NewFixShareded(alloc func() interface) *FixSharded {}
//NewFixShardedN preallocates exactly n values by calling alloc function, and returns new FixSharded.
NewFixSharededN(n int, alloc func() interface) *FixSharded {}
func (a *FixSharded) Get() interface{} {}

Edit: FixSharded.Get is non-locking, so application code should contain synchronization around value usage.

@funny-falcon

No, I'm talking about connector to external database capable to serve > 1Mrps.

I still don't know what that means. How about some pseudocode, or (better still) a link to some real code?

That is current code:

It is capable to send 1Mrps requests and waits for 1Mrps responses through one connection using 4 cores. Database ( https://tarantool.org ) does not even uses 100% of single core at this request rate, so there is room for improvements.

  • fetching "request" from hash map
  • reader fetches reads response

Don't those steps introduce cross-thread contention anyway? (How are you keeping those calls colocated to the same thread as the putFuture call?)

At any rate: that's very complicated, heavily asynchronous code. I would argue that it's not idiomatic for a Go program, and we should be optimizing for making idiomatic code more efficient rather than speeding up complicated code.

A much simpler example (e.g. a self-contained benchmark with a similar request flow) would be helpful.

"Simple should be simple, and complex should be possible".

If you will not add possibilities for "complex cases", they still will be written in C++.

  • fetching "request" from hash map
  • reader fetches reads response

Don't those steps introduce cross-thread contention anyway?

Yes. But they are sharded by incoming response id, and it is much shorter than sending request, cause doesn't contain deserialization of response (and sending contains serialization of request).

Cause of serialization into reusable batch buffer, CPU alignment is more important on request sending than on filling request with response bytes.

cznic commented

If you will not add possibilities for "complex cases", they still will be written in C++.

A language trying too hard to be loved by everyone ends loved by few.

@cznic two simple methods lowlevel could not destroy love for Golang. Impossibility to do something efficiently can.

Number of those, who will directly write code using proposed methods, will be small. And this people actually knows what they wants. For those people low-level methods are usually better.

But number of indirect users are much larger, cause number of users who will use libraries written by former people is more countable.

cznic commented

Number of those, who will directly write code using proposed methods, will be small.

I rest my case ๐Ÿ˜‰

@funny-falcon

Impossibility to do something efficiently can [destroy love for Go].

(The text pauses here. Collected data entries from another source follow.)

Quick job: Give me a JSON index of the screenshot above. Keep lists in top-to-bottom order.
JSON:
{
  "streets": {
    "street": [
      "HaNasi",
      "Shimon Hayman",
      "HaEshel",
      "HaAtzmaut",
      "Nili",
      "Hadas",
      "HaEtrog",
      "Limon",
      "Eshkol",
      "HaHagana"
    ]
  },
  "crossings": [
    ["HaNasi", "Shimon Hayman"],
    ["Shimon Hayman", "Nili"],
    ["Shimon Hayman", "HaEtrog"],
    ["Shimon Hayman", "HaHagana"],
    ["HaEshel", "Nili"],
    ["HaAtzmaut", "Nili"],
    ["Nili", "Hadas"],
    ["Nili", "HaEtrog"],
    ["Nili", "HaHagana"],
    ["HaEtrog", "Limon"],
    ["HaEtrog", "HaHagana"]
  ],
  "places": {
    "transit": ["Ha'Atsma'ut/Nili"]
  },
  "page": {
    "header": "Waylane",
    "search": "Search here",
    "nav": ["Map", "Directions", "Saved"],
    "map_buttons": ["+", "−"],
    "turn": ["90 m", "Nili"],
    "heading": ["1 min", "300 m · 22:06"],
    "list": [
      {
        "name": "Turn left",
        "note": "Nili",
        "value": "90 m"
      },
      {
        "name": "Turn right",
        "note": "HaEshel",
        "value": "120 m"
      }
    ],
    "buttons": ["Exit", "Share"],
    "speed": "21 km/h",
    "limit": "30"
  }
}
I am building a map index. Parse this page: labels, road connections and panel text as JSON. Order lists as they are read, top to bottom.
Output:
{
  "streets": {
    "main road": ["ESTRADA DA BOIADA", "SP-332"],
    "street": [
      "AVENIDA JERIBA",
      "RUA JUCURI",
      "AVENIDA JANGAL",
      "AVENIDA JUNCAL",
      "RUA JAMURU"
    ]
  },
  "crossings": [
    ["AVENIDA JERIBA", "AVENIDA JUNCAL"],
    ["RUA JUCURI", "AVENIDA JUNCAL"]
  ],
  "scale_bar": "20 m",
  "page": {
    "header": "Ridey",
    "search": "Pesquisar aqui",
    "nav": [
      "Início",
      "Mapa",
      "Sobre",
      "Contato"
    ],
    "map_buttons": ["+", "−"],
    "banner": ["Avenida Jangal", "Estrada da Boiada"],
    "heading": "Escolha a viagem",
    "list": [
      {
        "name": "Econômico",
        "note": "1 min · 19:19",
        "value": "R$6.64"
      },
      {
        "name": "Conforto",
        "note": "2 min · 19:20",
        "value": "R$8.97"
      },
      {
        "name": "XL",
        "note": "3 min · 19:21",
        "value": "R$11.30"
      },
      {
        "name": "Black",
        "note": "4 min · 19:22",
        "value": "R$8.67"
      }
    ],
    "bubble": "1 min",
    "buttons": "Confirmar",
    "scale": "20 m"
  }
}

The example you've provided is so complex that it's very difficult to see whether your use-case is truly impossible to address efficiently (both with the standard library as it stands today and with the alternative proposals).

Which is to say: one of the great strengths of Go is that it is reasonably efficient for programs implemented in a direct, simple style. In many cases, attempts to "optimize" Go programs using idioms from other languages (e.g. futures and callbacks) end up fighting against optimizations in the runtime (escape analysis, goroutine scheduling, the transaction-oriented collector, etc.).

If you want to argue that something is necessary on efficiency grounds (and, let's be clear, the Go compiler and runtime have lots of room for improvement!), the first step is to describe the problem you're trying to solve as idiomatic code and show where the bottlenecks occur (e.g. using pprof profiles or similar).

About idiomatic Go code:

  • unsafe is not idiomatic, but many libraries ought to use it for performance
  • sync and sync/atomic is not idiomatic, but many libraries ought to use it for performance.
  • more and more often people uses fasthttp instead of idiomatic net/http . Why? Cause it is fast.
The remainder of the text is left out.